1. l’incompréhension,

2. le silence en attendant l’approbation des autorités,

3. (si celle-ci a eu lieu), un temps de latence et

4. la ruée de tous pour se l’approprier!

 


Petit Peuple : Gansu :de trop faciles suspects…

• A Wuwei (Gansu) en 1992, 3 jeunes drogués avaient fait des suspects en or pour le meurtre d’un employé.

Après 4 mois, ils avaient fini par avouer– la police s’était auto-récompensée par 40 promotions. Mais en mars 1993, les choses se gâtèrent, les trosi renièrent leur confession. Nonobstant, le tribunal local les condamne à mort, mais celui provincial casse le procès, exige une nouvelle enquête… La police se terre, y compris en sept. 1994, quand les vrais meurtriers sont pris à Guilin (Guangxi): les trois malheureux sont restés à l’ombre jusqu’en janvier 1995. Par contre, tout dans cette triste affaire n’est pas négatif :

1. le 11 juillet 1997, les policiers ayant torturé ces 3 jeunes, ont été jugés et condamnés;

2. c’est la presse locale qui a éclairé tout ce dossier: c’est, pour certains secteurs du régime, un âge d’or qui s’achève!

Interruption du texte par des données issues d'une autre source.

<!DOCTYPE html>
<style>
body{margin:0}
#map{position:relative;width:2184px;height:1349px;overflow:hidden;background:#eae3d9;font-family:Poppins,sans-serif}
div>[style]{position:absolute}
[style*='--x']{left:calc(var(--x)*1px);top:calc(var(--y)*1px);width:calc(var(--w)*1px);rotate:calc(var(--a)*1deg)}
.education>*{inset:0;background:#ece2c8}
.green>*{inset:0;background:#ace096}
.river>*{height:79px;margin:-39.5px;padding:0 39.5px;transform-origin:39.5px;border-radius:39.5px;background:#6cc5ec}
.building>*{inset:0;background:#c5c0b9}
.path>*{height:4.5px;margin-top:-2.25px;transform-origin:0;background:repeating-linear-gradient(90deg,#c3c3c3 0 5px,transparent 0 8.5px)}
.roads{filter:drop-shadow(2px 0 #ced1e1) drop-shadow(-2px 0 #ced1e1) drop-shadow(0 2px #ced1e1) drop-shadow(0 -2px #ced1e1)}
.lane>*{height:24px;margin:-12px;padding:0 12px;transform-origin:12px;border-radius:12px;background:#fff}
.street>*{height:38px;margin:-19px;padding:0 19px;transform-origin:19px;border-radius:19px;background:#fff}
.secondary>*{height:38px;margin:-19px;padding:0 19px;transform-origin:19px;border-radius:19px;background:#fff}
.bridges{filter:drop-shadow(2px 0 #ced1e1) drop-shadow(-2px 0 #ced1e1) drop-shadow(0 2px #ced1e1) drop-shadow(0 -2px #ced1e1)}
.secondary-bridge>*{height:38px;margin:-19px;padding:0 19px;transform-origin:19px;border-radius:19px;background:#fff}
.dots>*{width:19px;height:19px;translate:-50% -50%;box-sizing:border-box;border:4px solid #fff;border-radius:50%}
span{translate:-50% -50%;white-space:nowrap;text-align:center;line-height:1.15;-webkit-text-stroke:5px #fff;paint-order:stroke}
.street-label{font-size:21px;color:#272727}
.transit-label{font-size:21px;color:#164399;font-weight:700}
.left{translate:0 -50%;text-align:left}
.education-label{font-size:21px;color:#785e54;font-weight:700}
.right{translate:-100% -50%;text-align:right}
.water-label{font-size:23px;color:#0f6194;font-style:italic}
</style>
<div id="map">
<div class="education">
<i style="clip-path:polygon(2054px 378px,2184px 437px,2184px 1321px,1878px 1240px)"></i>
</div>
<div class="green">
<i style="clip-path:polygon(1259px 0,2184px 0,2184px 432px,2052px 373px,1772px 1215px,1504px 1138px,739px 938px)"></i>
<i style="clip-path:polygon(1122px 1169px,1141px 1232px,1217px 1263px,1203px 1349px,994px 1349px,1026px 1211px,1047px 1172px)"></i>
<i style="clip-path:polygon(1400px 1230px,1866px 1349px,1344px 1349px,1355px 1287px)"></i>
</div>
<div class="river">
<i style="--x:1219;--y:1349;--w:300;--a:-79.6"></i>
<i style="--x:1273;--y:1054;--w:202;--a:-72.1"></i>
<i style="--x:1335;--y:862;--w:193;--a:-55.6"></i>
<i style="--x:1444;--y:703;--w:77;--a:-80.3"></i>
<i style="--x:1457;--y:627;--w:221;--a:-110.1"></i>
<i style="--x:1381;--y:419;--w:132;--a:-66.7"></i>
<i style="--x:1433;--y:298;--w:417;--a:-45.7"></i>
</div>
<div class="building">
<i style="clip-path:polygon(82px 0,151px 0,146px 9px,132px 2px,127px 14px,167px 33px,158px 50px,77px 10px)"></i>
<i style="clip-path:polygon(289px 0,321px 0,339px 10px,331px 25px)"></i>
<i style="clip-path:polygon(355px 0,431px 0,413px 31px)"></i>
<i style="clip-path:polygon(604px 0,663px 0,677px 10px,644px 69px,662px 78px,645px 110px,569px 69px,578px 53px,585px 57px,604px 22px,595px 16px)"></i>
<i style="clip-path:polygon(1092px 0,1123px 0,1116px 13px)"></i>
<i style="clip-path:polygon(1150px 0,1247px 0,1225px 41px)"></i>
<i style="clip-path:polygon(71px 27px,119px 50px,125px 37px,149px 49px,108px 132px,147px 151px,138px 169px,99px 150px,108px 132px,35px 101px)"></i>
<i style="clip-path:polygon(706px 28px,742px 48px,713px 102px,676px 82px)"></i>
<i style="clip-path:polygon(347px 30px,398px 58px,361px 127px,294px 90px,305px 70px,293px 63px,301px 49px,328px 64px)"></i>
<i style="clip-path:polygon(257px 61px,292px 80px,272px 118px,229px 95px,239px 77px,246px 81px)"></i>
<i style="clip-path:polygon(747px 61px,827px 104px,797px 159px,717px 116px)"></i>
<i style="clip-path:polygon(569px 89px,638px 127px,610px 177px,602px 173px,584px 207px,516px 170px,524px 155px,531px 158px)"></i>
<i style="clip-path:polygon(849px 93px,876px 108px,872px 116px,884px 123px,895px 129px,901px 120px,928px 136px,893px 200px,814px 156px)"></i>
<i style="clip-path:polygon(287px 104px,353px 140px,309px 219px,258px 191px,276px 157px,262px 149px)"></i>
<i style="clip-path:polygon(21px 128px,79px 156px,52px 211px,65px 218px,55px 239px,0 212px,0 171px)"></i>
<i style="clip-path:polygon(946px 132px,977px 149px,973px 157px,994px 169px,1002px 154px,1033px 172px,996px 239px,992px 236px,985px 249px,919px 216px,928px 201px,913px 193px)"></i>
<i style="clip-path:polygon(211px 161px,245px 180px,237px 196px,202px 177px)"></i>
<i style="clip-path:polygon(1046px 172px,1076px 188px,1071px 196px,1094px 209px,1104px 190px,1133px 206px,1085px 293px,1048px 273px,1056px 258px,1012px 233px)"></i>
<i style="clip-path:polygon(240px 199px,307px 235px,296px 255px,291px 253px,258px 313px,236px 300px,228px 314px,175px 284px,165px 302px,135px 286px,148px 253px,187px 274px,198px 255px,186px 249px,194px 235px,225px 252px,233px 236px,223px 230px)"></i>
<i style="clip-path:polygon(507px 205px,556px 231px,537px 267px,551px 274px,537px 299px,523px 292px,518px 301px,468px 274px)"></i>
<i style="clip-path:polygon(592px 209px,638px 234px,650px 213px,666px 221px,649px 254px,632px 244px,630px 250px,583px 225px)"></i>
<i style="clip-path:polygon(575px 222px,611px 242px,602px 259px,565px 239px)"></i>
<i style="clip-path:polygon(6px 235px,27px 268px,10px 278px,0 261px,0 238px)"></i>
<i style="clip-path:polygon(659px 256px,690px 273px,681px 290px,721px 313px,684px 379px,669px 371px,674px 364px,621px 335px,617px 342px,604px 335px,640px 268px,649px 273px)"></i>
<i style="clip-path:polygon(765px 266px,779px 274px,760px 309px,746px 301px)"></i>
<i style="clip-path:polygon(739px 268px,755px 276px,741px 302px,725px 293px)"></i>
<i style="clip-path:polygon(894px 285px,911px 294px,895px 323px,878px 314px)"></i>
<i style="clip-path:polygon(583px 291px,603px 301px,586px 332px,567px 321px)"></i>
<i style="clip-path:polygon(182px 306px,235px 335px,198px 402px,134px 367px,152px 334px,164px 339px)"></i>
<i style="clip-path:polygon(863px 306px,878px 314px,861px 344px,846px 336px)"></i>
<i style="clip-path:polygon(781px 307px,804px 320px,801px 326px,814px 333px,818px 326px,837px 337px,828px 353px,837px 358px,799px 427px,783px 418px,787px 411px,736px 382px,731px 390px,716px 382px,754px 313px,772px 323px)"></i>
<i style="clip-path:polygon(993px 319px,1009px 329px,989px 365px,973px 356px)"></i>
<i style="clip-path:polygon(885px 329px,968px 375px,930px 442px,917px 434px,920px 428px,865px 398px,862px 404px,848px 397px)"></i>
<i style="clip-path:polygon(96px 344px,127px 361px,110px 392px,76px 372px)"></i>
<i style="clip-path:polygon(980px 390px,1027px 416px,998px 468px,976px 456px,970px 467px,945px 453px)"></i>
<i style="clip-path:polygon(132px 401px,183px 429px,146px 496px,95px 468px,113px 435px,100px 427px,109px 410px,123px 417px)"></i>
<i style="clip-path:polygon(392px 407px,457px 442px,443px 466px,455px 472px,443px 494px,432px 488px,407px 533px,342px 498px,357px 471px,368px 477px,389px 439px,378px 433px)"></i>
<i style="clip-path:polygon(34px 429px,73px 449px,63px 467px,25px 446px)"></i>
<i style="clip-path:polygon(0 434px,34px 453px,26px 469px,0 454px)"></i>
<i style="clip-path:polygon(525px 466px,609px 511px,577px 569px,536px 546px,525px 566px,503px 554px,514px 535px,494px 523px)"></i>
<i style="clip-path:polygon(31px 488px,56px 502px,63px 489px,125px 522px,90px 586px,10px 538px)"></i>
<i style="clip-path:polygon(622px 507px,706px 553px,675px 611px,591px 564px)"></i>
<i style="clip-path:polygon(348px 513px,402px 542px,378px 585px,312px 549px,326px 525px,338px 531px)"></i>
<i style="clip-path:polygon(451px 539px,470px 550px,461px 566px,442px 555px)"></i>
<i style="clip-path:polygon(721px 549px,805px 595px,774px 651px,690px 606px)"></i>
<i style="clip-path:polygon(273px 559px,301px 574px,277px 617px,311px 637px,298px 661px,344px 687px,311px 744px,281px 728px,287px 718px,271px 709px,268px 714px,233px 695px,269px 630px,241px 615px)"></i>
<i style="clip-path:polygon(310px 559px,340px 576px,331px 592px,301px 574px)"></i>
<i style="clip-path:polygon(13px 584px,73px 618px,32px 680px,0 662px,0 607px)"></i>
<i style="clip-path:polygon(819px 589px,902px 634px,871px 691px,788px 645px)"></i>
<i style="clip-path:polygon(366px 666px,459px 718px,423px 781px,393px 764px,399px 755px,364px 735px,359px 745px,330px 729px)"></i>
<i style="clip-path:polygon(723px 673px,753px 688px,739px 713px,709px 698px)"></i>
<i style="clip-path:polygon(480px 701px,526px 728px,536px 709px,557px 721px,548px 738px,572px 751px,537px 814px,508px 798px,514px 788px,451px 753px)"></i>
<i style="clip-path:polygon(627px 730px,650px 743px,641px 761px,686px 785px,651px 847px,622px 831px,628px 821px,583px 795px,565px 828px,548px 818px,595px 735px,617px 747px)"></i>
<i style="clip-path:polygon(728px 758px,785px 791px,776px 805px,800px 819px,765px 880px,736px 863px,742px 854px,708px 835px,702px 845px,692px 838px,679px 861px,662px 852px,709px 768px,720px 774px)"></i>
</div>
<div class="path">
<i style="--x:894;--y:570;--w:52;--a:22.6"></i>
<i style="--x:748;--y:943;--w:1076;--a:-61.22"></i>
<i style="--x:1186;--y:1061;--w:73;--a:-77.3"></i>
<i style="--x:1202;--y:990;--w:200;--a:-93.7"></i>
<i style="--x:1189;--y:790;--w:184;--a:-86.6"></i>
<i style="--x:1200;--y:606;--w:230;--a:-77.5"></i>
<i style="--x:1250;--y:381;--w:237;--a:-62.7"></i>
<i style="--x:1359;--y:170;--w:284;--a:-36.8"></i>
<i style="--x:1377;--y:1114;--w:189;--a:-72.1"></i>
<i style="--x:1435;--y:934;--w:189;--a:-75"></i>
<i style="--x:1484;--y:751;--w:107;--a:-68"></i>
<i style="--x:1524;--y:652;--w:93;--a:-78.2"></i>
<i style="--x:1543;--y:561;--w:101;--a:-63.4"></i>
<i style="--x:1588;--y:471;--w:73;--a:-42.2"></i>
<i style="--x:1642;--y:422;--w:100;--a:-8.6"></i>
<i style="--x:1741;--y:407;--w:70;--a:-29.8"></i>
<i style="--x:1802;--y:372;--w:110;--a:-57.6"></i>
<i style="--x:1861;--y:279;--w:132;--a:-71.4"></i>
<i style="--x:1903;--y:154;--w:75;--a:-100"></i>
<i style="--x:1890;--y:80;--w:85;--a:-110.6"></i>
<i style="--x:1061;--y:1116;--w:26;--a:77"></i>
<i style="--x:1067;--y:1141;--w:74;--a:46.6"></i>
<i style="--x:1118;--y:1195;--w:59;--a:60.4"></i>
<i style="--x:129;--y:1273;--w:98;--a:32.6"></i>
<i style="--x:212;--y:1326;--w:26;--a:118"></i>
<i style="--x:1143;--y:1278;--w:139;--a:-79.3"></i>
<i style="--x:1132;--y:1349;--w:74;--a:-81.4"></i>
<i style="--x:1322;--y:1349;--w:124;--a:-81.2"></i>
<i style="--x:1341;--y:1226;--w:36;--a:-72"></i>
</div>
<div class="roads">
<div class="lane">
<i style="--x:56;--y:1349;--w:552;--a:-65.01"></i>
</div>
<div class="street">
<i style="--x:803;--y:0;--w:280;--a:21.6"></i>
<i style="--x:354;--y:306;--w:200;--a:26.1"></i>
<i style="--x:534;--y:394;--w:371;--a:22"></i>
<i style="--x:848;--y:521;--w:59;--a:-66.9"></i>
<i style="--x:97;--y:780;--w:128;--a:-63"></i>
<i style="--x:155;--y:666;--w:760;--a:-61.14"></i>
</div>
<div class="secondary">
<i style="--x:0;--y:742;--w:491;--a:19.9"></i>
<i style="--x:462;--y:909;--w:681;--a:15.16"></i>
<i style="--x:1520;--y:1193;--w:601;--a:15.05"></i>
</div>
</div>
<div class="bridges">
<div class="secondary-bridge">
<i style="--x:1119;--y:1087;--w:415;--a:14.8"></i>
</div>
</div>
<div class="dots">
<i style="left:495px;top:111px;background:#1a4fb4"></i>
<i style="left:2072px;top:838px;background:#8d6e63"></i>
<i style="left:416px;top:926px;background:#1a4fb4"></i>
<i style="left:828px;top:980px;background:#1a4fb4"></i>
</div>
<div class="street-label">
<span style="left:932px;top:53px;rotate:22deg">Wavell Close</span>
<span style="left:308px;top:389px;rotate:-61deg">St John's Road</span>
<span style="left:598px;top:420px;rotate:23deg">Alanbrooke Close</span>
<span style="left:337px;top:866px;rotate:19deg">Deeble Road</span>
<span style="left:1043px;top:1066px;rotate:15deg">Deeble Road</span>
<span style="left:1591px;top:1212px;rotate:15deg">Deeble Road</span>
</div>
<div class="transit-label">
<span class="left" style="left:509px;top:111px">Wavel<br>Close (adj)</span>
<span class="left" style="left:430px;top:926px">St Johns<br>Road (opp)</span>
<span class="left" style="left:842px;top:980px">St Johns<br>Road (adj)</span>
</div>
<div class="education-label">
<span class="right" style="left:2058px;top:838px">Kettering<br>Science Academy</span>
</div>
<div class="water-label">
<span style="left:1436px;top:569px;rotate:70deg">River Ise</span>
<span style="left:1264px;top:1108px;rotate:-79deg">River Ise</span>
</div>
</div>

• La mairie de Pékin a fini par identifier une dangereuse source de pollution de cette métropole parmi les moins salubres du monde: non les usines, ni le charbon des ménages, mais les milliers d’échoppes de restauration ambulante, en particulier les rôtisseurs de  (yang rou chuan’r, brochettes du Xinjiang, de mouton au cumin). Désormais, ces bouibouis familiaux devront se doter d’une hotte filtrante (chose impossible, la totalité du «restaurant» tenant sur le plateau de bambou d’un tricycle – pas d’électricité), ou disparaître. Il faut dire que ces métiers tenus à 100% par des gens venus des provinces, non déclarés, ne paient pas de taxes (sauf au policier qui les inspecte), et pouvaient souffrir d’une hygiène aléatoire ou abriter une faune en cavale… C’est ainsi que Pékin vit l’étape franchie 10 ans plus tôt par Manille, Bangkok et Jakarta: la fin des métiers de rue!

 

 

 

 

 

 

 

 

 

 

 

 

 

 

 

 

 

 

 

 

 

 

 

 

 

 

 

 

 

 

 

 

 

 

 

 

 

 

 

 

 

 

 

 

 

 

 

 

 

 

 

 

 

 

 

 

 

 

 

 

 

 

 

 

 

 


Rendez-vous : Meeting au sommet : pauvreté, chômage

• 30 septembre : dernier délai à Taiwan, pour déclarer les investissements secrets en Chine.

• Mi-octobre, Pékin:réunion au sommet, gouverneurs provinciaux, Wu Bangguo (Patron national des industries), Zhu Rongji, pour définir des solutions au problème de la nouvelle pauvreté et du chômage (fermetures de Entreprise d’Etat).